Hah, canonically you all are big fans of Anat and Molly’s “The Second Avenue Spiel,” the cool Yiddish theater history TikTok account they’ve been working on behind Clara’s back. Hey Alma was my first paid byline, and where I really honed my voice as a writer. I owe a lot to you all.
I saw you posted about revisiting Kadya Molodowsky’s froyen lider poems while revising “Night Owls.” How has Kadya influenced the book? Did any other Jewish writers influence you?
Yes, many! I often look at poetry before sitting down to revise, it’s like a concentrated hit of emotion and a reminder to think about word choice and sentence rhythm. For this book, I loved Kadya Molodowsky’s poetry, as well as Amy Levy’s, who never fails at breaking my heart. In addition to those, nods to Emma Lazarus and Allen Ginsberg poetry appear directly in the text (in the case of Ginsberg, by way of a school theater project plot device that I am very proud of). To me they are both not just Jewish icons but part of the cultural fabric of New York Jewish life, particularly in the Village.
In terms of other writing influences, I feel incredibly indebted to Alice Hoffman and Naomi Novik, whose work drawing on Jewish history and magic and centering the lives of hungry Jewish women have made a tremendous personal impact on me, and whose successes have created a lot of avenues for other Jewish women to write these kinds of stories.

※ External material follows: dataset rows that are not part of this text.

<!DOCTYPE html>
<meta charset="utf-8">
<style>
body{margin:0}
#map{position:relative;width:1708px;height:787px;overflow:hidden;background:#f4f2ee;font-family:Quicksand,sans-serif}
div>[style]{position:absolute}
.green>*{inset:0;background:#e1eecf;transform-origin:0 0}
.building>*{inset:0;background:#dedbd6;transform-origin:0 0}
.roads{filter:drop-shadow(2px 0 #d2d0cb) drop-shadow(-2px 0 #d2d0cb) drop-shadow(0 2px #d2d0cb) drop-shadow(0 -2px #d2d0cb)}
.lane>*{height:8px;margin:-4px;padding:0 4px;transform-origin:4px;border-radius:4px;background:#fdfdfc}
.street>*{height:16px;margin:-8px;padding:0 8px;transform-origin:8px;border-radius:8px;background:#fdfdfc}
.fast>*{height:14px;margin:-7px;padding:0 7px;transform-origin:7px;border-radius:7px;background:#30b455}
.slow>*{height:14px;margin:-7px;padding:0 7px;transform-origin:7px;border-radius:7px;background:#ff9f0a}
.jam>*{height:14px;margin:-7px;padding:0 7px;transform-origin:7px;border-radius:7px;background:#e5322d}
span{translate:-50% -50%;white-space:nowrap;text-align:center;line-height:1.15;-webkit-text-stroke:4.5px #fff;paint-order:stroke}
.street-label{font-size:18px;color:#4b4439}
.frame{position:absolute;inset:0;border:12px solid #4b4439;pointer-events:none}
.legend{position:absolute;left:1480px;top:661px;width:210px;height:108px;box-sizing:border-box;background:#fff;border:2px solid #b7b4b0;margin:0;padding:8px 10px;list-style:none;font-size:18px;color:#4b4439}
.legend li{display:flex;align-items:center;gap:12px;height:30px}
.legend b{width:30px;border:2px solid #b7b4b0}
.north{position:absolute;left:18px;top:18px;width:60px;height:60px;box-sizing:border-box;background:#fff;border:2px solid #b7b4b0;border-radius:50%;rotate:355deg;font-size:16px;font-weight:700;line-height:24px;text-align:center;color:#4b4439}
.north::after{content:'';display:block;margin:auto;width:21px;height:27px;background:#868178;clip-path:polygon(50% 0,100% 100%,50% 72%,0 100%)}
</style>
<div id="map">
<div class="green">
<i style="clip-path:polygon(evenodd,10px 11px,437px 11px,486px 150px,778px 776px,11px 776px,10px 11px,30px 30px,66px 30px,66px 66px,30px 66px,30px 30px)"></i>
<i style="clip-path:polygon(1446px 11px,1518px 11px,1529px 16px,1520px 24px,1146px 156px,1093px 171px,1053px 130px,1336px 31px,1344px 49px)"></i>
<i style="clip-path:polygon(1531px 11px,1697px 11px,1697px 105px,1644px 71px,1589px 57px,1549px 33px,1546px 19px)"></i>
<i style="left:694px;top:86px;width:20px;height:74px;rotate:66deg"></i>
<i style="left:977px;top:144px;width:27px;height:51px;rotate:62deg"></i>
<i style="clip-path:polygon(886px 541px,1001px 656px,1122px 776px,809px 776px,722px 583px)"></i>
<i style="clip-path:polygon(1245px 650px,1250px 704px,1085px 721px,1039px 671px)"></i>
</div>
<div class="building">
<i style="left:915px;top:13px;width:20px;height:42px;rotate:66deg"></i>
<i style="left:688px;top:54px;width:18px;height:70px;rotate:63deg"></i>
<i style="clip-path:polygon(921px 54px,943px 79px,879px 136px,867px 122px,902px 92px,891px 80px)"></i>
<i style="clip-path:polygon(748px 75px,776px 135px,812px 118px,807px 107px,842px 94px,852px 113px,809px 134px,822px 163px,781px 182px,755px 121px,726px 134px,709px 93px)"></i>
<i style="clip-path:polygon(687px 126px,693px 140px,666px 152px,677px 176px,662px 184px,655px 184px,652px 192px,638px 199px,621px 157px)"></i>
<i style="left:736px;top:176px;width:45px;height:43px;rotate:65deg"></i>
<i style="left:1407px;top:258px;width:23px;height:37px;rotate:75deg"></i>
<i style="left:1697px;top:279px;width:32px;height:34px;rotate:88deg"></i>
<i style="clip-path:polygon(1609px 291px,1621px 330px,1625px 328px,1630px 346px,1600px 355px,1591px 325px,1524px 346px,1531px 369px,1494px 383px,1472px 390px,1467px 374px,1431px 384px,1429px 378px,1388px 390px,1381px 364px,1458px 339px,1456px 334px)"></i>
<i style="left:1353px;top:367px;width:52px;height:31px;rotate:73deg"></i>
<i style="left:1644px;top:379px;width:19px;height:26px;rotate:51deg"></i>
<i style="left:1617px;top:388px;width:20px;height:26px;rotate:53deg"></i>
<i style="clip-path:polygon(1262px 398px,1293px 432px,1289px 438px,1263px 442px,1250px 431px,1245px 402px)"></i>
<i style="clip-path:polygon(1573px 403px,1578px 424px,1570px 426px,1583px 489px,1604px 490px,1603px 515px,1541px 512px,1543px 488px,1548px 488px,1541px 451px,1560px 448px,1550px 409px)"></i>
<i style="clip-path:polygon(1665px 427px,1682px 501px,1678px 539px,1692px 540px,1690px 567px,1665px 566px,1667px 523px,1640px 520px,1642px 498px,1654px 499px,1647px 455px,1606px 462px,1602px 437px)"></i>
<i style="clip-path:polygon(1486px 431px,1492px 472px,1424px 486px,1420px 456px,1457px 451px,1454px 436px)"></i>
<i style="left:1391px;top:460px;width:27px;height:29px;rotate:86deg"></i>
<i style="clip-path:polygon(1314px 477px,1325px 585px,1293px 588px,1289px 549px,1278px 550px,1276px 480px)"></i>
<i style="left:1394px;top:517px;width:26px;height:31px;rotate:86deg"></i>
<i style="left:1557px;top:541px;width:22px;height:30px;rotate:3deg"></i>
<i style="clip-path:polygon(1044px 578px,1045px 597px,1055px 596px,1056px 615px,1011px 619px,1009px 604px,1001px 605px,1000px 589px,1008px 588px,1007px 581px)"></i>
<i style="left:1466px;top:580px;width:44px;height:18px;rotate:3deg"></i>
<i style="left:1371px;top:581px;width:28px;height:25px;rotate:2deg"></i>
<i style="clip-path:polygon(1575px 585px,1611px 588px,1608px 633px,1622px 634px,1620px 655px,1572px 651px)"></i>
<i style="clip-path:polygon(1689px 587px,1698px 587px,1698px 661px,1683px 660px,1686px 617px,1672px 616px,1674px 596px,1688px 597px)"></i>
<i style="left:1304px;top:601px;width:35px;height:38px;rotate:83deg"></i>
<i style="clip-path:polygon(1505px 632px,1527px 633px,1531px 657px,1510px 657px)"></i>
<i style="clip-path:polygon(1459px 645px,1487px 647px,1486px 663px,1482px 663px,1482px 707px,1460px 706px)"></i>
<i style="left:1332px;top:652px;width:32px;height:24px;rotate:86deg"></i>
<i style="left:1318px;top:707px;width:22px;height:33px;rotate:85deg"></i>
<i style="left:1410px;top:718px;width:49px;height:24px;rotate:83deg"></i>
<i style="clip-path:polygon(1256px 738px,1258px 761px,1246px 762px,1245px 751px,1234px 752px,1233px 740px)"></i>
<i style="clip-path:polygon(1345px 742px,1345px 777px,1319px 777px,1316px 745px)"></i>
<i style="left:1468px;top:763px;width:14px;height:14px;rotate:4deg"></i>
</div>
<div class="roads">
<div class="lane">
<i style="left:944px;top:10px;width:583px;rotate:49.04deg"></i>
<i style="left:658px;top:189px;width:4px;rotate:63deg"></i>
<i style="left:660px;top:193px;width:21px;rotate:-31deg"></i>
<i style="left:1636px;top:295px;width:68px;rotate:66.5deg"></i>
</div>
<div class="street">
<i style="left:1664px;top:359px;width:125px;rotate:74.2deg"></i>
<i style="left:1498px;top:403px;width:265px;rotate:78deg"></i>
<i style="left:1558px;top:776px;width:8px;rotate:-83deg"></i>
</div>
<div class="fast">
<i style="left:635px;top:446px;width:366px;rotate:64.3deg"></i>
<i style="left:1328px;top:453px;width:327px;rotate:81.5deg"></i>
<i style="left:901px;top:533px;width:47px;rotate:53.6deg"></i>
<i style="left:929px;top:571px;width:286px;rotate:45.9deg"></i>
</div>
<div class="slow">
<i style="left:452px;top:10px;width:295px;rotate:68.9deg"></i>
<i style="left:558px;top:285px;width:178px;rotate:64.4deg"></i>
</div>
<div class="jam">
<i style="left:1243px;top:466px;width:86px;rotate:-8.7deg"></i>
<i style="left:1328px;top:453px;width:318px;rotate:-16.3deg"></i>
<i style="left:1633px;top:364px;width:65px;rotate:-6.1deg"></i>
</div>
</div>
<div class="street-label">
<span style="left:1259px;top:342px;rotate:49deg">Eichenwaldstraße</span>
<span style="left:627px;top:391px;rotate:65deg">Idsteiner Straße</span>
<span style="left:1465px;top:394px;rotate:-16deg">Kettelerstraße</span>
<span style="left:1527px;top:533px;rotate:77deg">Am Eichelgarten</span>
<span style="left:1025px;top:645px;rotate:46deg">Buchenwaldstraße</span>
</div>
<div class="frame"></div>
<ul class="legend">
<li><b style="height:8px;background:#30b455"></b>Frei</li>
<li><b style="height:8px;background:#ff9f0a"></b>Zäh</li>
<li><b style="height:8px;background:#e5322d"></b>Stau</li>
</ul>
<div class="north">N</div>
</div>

This book also doesn’t exist without Paula Vogel’s “Indecent,” which blew my mind on stage and which I regularly reread. I also owe a lot to Etgar Keret’s short fiction, which I first encountered in high school; “The Bus Driver Who Wanted to Be God and Other Stories” was the first “cool” Jewish thing I remember reading. That dark, edgy humor and that through line of fabulism first got me excited about the possibilities for speculative Jewish fiction.
Any other upcoming projects?
Like “Night Owls,” whatever I come out with next will definitely be deeply Jewish, feminist in its sensibilities, a little magical, and darkly funny.